==== Information supplied
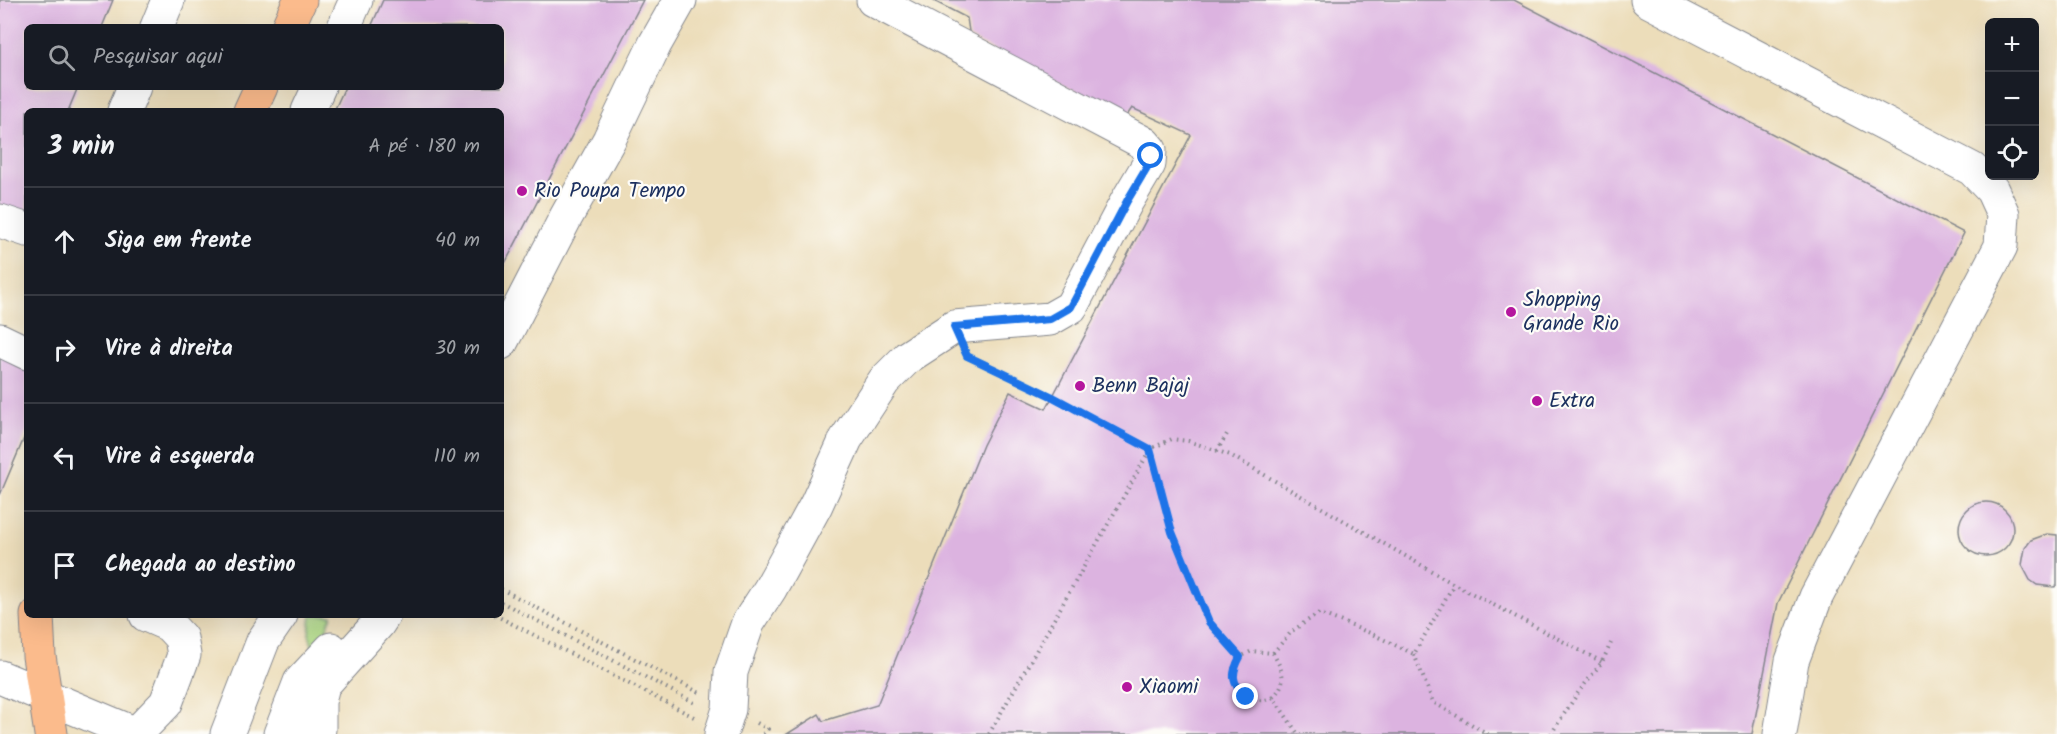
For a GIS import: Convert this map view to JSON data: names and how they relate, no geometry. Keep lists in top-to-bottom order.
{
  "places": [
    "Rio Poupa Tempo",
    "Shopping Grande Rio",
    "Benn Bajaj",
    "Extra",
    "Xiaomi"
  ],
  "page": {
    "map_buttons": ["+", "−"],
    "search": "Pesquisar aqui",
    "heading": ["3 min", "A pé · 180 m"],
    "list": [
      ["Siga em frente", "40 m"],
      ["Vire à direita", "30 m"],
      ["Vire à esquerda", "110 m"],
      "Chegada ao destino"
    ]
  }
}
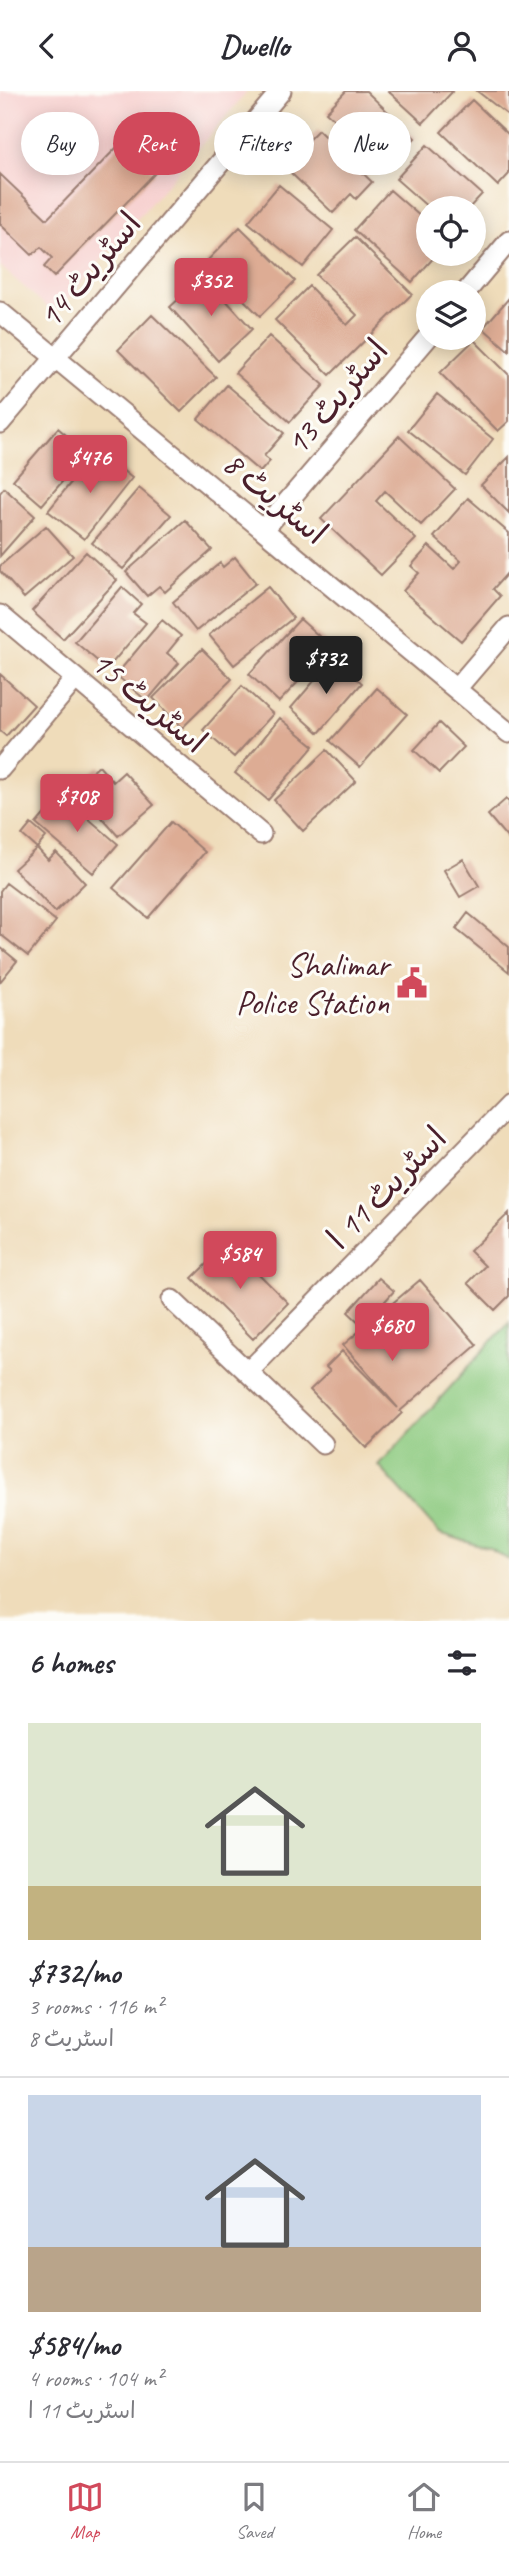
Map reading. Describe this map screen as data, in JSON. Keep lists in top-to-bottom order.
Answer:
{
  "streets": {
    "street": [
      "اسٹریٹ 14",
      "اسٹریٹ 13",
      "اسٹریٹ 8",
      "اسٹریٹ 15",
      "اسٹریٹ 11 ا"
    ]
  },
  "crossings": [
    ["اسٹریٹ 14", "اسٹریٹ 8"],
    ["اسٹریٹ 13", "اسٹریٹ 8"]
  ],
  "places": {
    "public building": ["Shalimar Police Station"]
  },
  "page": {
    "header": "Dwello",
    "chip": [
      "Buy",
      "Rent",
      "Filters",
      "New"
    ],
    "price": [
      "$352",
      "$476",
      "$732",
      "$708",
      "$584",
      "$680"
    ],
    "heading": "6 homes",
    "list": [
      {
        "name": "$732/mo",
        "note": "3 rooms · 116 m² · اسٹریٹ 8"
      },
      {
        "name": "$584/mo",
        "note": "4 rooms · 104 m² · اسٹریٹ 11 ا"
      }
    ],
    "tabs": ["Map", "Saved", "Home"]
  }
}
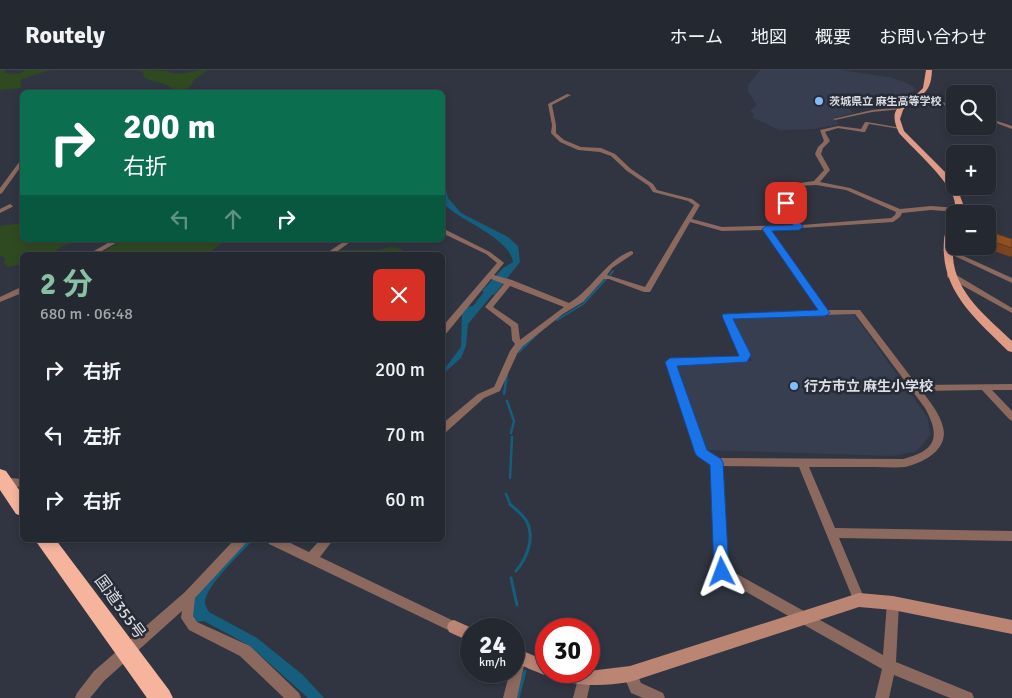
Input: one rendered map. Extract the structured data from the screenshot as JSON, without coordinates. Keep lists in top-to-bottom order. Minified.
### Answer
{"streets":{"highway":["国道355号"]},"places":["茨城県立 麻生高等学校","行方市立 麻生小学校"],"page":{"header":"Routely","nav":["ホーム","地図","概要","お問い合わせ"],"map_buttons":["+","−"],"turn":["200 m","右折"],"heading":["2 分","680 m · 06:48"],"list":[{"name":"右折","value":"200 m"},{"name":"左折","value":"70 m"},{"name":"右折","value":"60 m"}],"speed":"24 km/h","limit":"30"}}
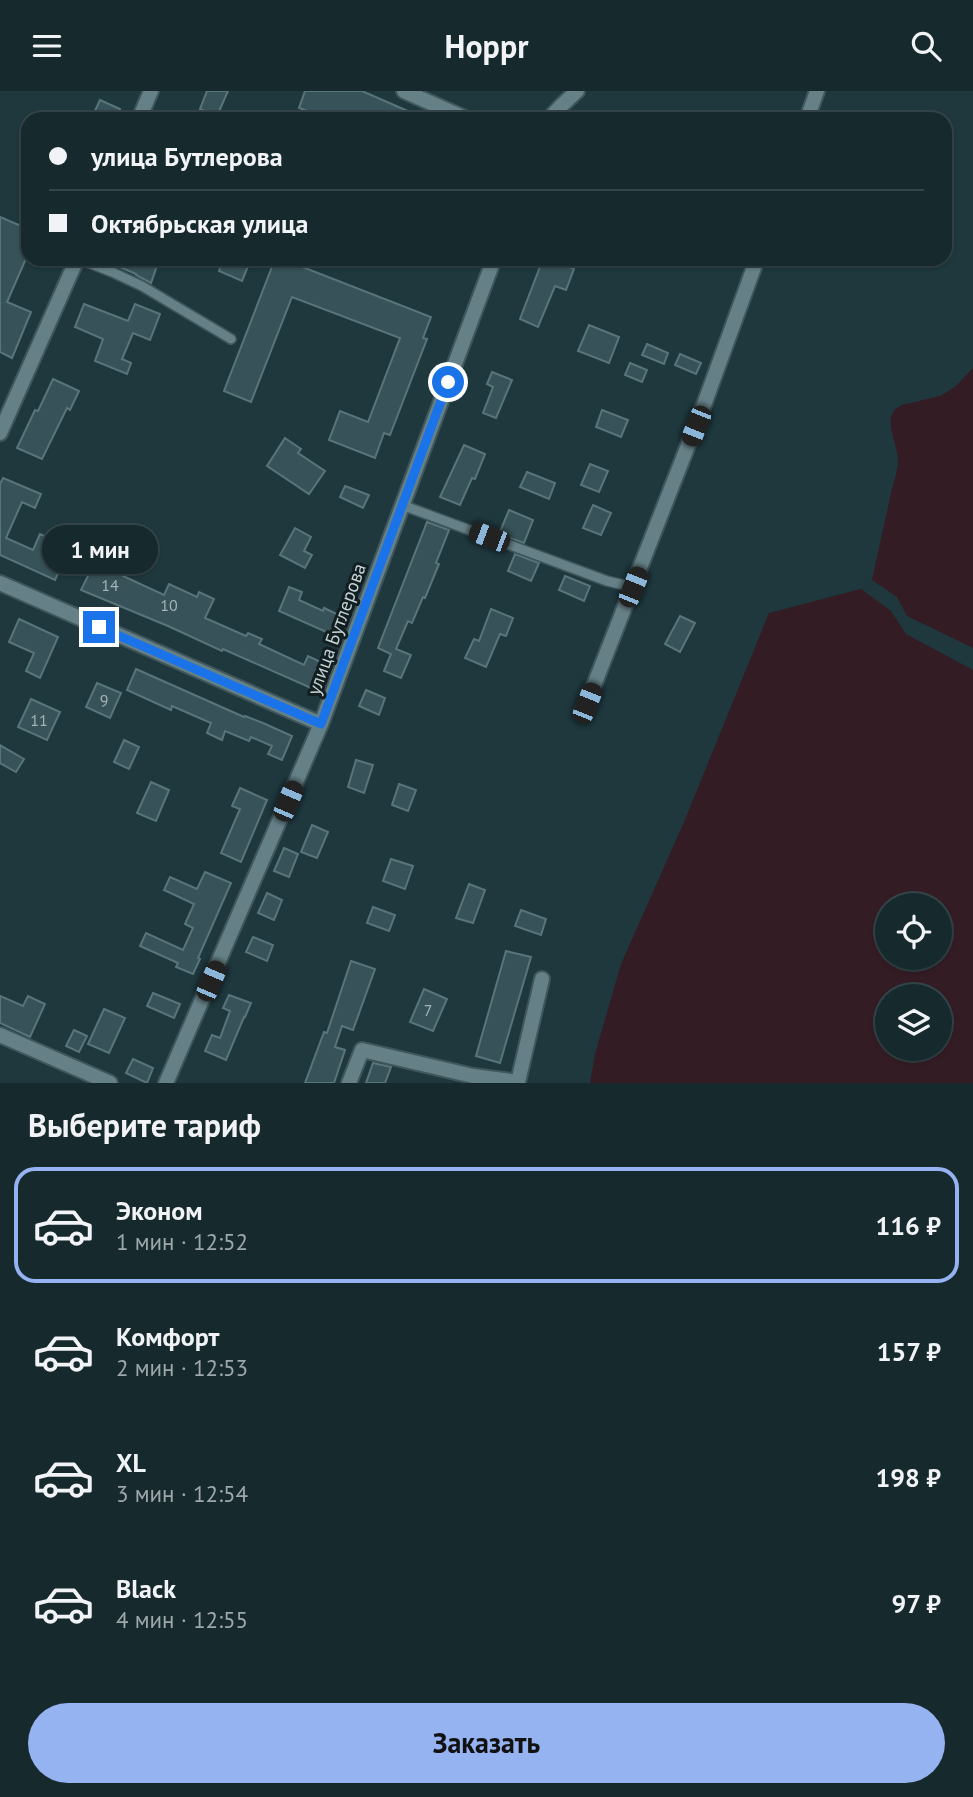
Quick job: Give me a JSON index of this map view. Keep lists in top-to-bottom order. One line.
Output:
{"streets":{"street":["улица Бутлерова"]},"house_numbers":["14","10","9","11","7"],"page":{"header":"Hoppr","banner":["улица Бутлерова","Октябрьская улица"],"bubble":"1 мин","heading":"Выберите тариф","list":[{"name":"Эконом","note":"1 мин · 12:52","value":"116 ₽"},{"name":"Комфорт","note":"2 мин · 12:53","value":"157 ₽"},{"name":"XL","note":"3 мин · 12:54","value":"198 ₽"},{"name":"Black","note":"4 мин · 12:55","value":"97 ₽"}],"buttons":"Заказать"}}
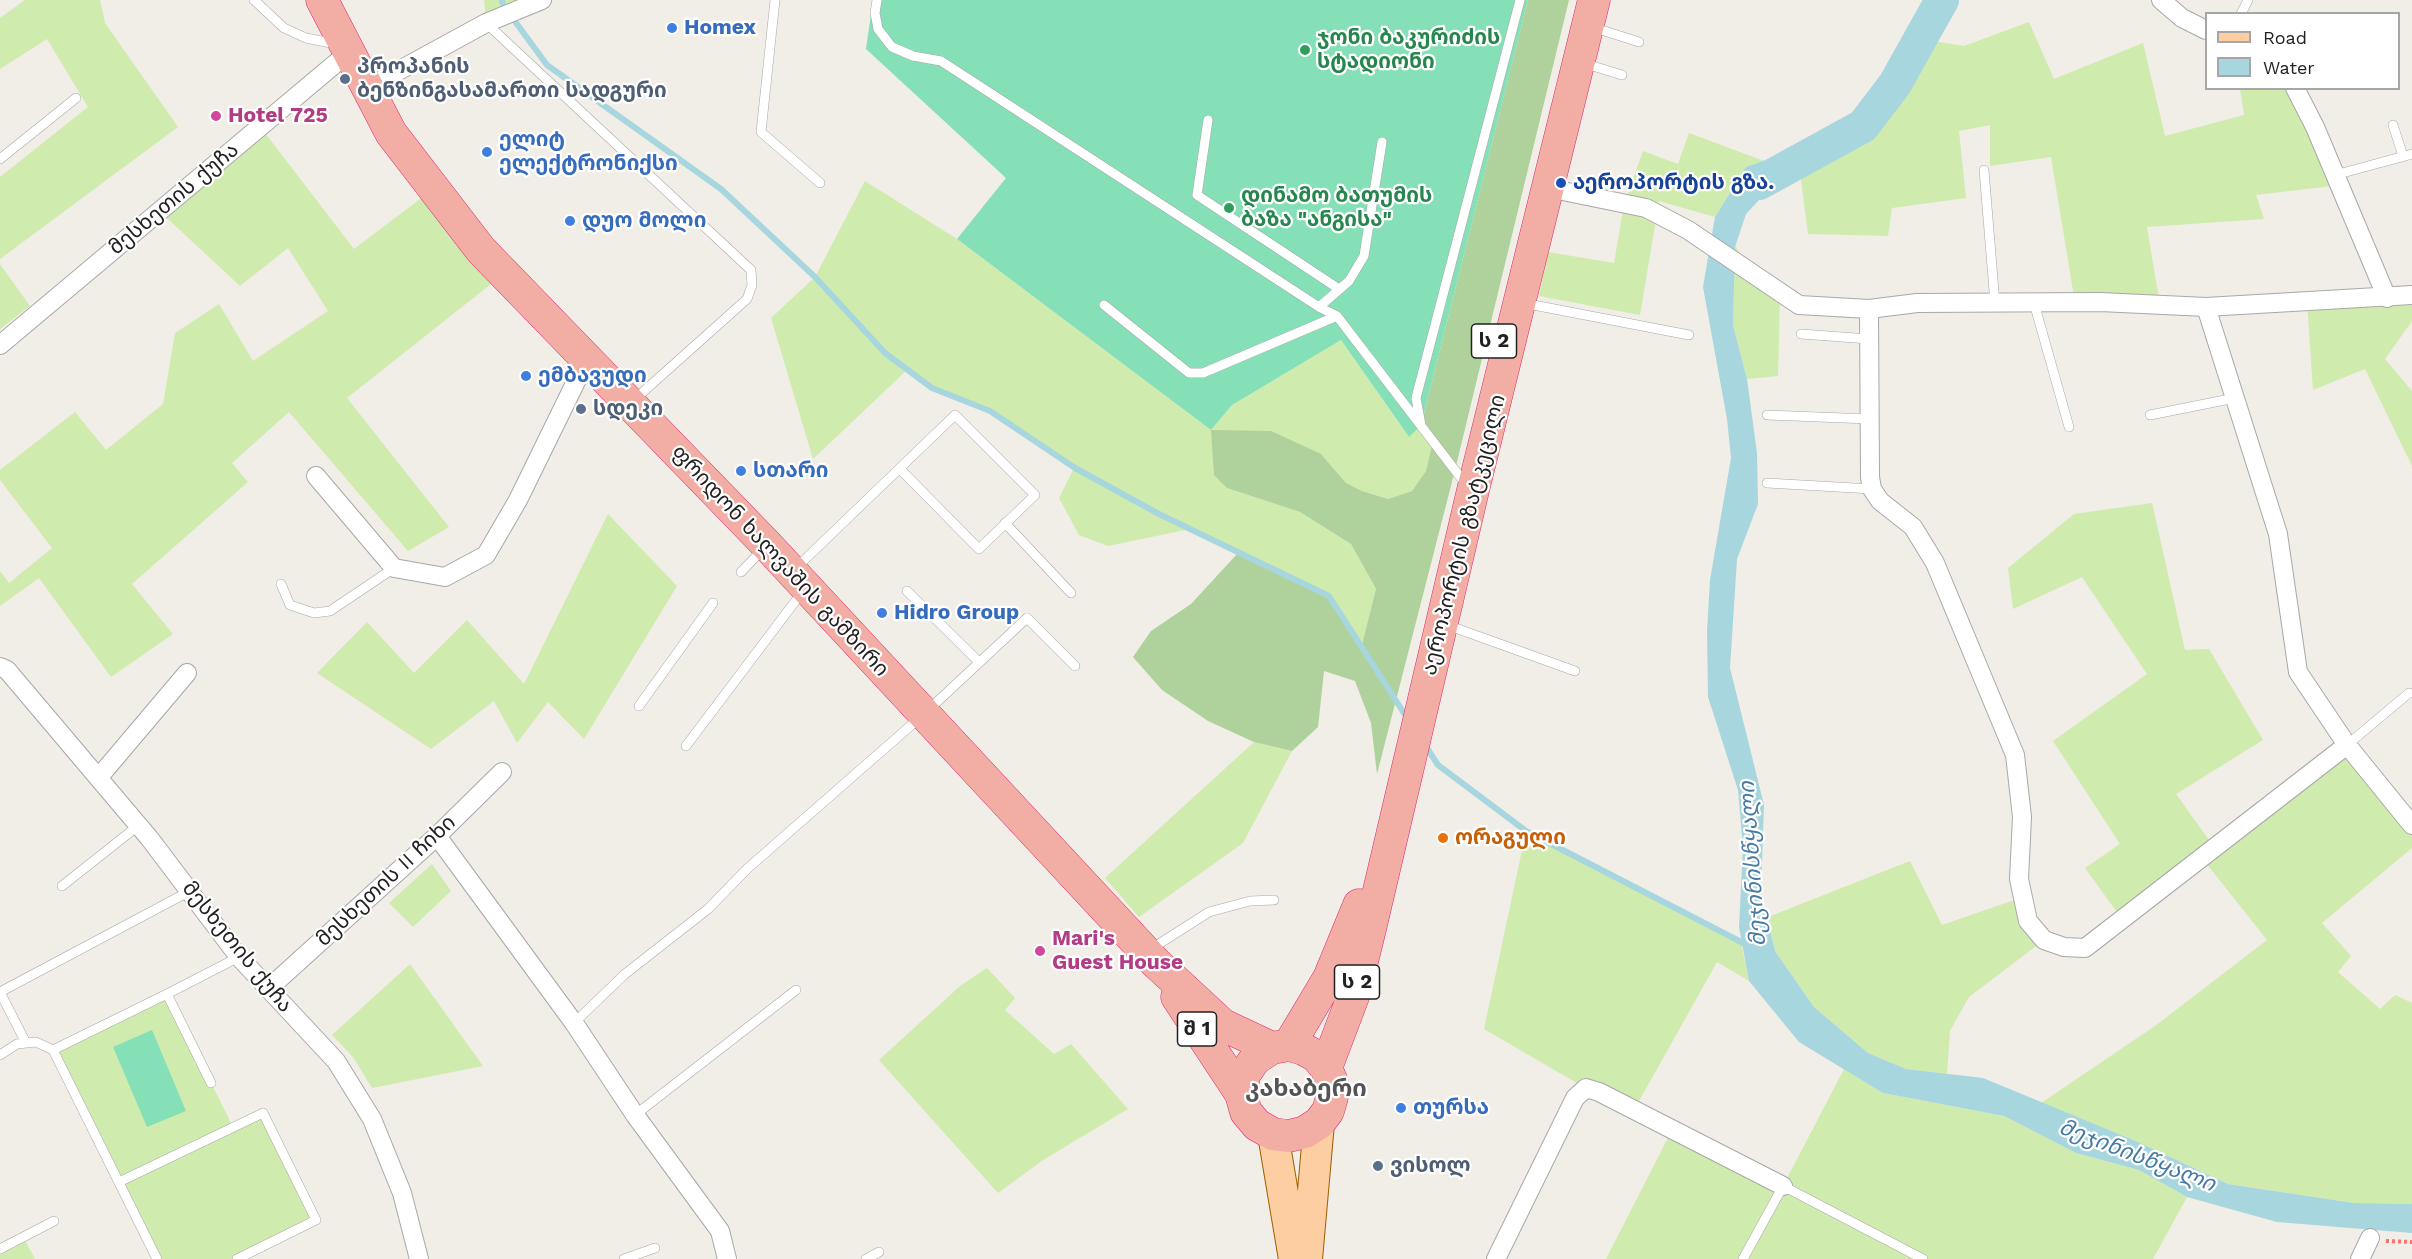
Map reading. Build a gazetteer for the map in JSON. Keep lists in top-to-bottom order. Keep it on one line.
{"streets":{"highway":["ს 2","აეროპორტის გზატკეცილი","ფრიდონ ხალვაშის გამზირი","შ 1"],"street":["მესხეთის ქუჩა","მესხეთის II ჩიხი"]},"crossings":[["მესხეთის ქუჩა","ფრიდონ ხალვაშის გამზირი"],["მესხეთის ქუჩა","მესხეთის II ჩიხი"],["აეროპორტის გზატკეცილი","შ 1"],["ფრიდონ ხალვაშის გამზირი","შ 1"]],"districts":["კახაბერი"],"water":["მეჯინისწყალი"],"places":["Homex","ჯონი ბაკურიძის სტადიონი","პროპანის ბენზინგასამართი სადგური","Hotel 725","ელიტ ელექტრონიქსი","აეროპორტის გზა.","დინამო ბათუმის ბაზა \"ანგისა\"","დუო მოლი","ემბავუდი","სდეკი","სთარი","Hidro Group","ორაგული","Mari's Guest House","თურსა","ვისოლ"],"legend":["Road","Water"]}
========
An exact copy of the lines above, from the first through the line that holds "Map reading. Describe", is what is needed; leave the pictures out.

### Task answer
For a GIS import: Convert this map view to JSON data: names and how they relate, no geometry. Keep lists in top-to-bottom order.
{
  "places": [
    "Rio Poupa Tempo",
    "Shopping Grande Rio",
    "Benn Bajaj",
    "Extra",
    "Xiaomi"
  ],
  "page": {
    "map_buttons": ["+", "−"],
    "search": "Pesquisar aqui",
    "heading": ["3 min", "A pé · 180 m"],
    "list": [
      ["Siga em frente", "40 m"],
      ["Vire à direita", "30 m"],
      ["Vire à esquerda", "110 m"],
      "Chegada ao destino"
    ]
  }
}
Map reading. Describe this map screen as data, in JSON. Keep lists in top-to-bottom order.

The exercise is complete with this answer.